--- Problem details ---
Output the opening lines of the records exactly. End with the line that contains "function fillPath(path, color)".
⟨
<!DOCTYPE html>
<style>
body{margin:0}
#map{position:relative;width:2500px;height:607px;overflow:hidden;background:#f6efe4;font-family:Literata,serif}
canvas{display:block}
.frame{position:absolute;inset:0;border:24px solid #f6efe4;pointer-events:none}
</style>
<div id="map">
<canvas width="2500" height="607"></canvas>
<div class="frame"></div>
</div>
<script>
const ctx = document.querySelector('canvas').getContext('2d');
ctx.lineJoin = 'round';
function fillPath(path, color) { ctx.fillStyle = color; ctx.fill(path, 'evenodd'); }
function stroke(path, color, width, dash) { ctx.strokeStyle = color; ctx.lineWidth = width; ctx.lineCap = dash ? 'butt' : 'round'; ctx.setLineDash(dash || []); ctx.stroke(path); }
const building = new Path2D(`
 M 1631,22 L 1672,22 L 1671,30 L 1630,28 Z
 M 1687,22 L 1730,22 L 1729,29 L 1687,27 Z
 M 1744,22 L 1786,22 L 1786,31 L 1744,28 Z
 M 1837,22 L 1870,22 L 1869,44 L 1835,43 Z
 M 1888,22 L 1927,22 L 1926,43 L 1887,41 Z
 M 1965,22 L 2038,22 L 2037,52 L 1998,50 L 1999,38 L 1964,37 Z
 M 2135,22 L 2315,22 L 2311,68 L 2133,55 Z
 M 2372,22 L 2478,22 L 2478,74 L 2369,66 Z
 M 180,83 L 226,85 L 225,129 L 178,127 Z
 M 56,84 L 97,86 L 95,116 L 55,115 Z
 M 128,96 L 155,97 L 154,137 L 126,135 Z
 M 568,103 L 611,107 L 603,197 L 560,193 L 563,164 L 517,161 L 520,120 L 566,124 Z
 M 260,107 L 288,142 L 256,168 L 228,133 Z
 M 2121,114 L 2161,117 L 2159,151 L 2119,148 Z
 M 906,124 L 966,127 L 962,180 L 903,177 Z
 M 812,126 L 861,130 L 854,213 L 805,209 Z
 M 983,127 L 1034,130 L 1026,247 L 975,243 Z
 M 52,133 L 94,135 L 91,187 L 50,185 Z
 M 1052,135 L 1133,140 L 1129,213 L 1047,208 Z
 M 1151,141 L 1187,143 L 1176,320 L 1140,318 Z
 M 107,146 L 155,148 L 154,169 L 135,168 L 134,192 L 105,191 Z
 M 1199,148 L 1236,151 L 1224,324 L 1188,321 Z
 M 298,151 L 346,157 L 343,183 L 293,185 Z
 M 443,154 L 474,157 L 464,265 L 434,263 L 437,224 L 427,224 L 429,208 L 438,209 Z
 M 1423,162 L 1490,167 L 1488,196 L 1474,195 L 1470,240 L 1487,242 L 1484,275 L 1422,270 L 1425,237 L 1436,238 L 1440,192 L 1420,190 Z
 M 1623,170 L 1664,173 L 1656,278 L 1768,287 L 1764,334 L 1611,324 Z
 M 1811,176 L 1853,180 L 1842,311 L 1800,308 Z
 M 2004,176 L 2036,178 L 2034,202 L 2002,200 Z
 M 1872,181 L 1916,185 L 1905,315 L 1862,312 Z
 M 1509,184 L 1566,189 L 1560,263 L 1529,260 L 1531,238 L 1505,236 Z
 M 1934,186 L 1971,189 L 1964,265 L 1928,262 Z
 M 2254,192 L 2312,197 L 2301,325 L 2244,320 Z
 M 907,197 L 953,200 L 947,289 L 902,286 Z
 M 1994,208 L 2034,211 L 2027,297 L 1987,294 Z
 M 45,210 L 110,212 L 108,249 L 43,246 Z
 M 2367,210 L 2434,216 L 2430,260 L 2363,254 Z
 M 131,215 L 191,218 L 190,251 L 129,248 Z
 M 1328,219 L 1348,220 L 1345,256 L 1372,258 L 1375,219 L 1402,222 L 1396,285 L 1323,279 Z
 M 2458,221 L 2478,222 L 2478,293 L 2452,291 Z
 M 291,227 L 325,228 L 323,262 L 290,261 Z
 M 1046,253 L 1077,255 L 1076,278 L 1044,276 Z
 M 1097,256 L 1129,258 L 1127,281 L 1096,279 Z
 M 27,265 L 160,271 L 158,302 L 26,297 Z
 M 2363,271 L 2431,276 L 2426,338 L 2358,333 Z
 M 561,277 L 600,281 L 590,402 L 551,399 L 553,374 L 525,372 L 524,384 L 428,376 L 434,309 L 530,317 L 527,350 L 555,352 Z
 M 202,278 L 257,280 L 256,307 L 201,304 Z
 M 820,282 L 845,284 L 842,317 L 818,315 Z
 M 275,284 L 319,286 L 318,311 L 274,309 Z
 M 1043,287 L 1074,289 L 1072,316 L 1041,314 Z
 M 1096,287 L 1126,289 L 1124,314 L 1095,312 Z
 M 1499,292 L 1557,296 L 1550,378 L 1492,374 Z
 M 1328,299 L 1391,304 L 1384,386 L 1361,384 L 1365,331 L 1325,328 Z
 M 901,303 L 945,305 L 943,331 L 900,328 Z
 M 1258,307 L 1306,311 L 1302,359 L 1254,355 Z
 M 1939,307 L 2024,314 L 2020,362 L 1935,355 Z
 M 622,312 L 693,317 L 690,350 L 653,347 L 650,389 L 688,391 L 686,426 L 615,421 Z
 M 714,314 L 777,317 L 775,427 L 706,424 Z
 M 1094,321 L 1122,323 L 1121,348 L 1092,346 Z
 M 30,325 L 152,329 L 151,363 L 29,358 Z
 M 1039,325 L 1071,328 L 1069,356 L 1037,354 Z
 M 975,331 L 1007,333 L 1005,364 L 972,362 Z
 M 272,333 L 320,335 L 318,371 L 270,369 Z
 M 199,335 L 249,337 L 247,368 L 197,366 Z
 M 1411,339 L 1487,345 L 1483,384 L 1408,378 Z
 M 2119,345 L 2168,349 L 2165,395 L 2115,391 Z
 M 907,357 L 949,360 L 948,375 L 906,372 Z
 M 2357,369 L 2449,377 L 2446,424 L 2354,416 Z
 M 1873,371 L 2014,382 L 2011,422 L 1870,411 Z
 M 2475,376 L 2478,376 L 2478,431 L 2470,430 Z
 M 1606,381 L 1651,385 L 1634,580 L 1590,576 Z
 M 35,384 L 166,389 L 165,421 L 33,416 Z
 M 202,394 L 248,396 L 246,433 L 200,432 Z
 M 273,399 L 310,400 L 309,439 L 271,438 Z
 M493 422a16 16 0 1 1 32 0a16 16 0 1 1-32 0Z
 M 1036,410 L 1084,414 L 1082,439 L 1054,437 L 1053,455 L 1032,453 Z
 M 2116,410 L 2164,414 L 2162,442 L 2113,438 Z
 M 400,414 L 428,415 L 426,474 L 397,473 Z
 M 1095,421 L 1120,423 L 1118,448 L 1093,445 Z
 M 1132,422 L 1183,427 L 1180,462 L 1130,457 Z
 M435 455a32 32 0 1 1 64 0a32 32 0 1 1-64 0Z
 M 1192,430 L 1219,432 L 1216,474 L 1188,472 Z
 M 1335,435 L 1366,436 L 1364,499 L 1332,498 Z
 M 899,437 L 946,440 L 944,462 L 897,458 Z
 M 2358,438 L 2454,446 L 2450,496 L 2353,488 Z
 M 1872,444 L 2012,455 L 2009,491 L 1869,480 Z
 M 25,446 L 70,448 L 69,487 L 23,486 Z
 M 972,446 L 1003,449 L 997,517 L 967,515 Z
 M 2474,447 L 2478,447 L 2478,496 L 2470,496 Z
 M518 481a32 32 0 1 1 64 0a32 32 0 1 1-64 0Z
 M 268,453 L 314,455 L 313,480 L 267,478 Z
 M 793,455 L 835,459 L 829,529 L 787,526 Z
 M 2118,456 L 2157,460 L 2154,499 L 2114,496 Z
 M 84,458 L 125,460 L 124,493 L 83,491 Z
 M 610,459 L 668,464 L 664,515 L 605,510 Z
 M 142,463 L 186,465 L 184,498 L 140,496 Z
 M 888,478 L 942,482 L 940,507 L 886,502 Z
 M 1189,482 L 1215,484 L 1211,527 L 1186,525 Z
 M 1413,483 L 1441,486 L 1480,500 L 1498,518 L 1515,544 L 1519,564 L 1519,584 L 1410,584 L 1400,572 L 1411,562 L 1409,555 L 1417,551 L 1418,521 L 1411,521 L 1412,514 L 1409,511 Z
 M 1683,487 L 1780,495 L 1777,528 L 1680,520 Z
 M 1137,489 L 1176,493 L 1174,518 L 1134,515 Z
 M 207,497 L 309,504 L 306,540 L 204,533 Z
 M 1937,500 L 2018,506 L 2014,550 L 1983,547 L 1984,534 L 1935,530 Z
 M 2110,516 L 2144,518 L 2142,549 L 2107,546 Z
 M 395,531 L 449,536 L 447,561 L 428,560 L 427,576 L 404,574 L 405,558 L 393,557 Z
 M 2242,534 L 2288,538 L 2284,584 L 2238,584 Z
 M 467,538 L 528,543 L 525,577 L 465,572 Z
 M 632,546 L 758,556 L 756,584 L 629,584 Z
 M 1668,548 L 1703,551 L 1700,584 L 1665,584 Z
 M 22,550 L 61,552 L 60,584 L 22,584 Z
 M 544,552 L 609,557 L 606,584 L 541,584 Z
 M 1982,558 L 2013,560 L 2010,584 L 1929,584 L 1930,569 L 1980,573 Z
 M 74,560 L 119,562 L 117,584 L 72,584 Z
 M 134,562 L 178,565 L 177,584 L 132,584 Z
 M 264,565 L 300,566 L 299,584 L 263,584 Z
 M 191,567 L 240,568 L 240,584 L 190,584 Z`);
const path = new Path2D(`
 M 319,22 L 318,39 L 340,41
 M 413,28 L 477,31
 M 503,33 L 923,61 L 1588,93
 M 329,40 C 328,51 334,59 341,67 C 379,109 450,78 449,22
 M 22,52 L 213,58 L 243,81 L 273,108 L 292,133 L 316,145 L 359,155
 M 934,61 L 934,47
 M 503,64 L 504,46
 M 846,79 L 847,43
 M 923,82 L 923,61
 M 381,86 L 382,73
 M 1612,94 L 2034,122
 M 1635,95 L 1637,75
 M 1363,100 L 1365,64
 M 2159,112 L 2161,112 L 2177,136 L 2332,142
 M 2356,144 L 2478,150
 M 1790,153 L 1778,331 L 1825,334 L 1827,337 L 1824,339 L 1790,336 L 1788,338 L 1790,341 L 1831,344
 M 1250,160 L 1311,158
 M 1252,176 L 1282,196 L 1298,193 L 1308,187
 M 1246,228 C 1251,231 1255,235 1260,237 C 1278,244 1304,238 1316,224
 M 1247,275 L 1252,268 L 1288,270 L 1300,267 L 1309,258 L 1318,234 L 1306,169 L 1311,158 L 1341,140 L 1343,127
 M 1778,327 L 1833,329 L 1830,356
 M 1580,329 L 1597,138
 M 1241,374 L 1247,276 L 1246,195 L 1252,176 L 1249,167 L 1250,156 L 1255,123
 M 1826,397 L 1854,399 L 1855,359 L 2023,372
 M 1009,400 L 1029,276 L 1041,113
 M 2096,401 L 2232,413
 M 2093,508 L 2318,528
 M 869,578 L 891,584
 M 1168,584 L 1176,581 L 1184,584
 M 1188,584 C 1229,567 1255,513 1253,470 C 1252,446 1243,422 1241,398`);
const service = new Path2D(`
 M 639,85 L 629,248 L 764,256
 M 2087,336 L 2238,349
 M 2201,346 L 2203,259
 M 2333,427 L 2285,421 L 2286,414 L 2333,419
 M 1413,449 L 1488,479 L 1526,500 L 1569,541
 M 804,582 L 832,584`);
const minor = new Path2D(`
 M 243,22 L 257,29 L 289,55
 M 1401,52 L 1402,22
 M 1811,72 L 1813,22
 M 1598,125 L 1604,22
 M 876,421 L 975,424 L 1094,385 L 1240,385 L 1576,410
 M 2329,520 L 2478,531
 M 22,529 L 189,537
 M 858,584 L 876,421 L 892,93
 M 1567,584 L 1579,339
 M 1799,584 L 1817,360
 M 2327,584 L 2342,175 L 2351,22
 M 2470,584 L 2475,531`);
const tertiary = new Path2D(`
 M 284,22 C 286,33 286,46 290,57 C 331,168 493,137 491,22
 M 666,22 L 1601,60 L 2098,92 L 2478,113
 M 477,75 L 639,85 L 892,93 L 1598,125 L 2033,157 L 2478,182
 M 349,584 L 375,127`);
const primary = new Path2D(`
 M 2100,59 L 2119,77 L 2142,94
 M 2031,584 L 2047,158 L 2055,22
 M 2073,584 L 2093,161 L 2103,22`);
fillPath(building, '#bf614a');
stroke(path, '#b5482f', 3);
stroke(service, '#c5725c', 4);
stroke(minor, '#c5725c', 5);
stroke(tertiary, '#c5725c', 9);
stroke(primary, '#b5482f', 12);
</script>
⟩
--- Reply to the exercise ---
<!DOCTYPE html>
<style>
body{margin:0}
#map{position:relative;width:2500px;height:607px;overflow:hidden;background:#f6efe4;font-family:Literata,serif}
canvas{display:block}
.frame{position:absolute;inset:0;border:24px solid #f6efe4;pointer-events:none}
</style>
<div id="map">
<canvas width="2500" height="607"></canvas>
<div class="frame"></div>
</div>
<script>
const ctx = document.querySelector('canvas').getContext('2d');
ctx.lineJoin = 'round';
function fillPath(path, color) { ctx.fillStyle = color; ctx.fill(path, 'evenodd'); }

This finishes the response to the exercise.